= Timothy Olurotimi Tayo =

Nigerian agricultural scientist

Timothy Olurotimi Tayo is a Nigerian agricultural scientist and professor of agronomy at the Osun State University. In 2001, he was elected a Fellow of the African Academy of Sciences.

== Early life and education ==
Timothy Olurotimi Tayo was born in Nigeria. He began his higher education at the University of Ibadan, earning a Bachelor of Science (B.Sc.) degree in 1970.

Following his undergraduate studies, Tayo pursued advanced training at the University of Cambridge, United Kingdom, where he obtained his Doctor of Philosophy (Ph.D.) from Wolfson College in 1974.

After completing his Ph.D., he undertook two postdoctoral fellowships first at Iowa State University in the United States, and then at the University of Cambridge before returning to Nigeria to begin his academic career.
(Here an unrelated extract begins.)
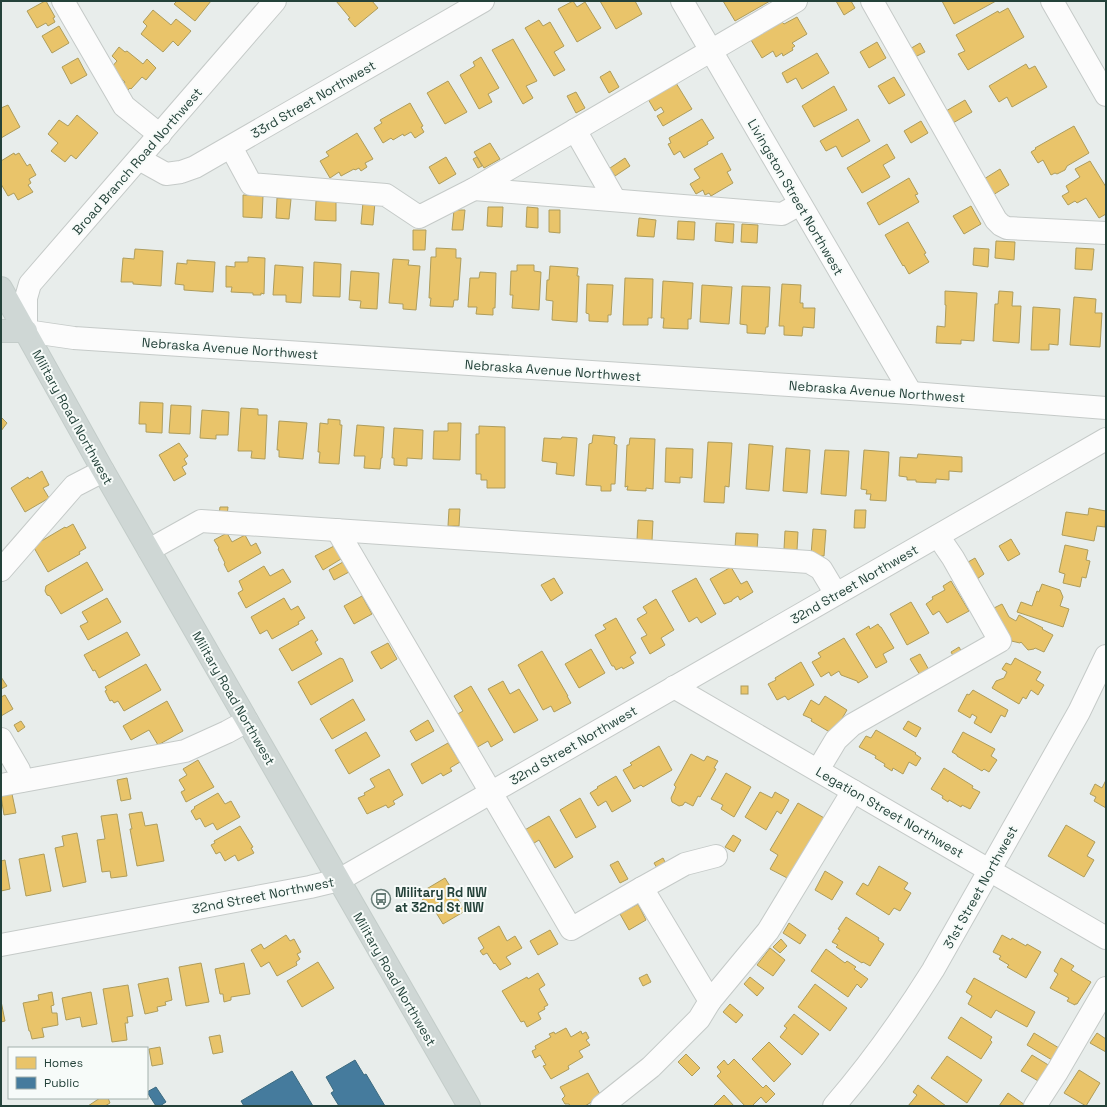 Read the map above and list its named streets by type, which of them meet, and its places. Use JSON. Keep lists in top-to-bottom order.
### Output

== Honours and recognitions ==
Timothy Olurotimi Tayo is a Nigerian agricultural scientist and professor of agronomy at the Osun State University. In 2001, he was elected a Fellow of the African Academy of Sciences. In 2023, he was named to the Presidential Postgraduate Scholarship Scheme Selection Committee as the representative for the Southwest geopolitical zone. In 2012, as a former student of Ilesa Grammar School, he earned a place on the school’s Roll of Honour under the name Timothy Rotimi Tayo. The Federal University of Agriculture, Abeokuta (FUNAAB) honored him by naming an agricultural laboratory in his recognition The Prof. Timothy O. Tayo Agricultural Laboratory.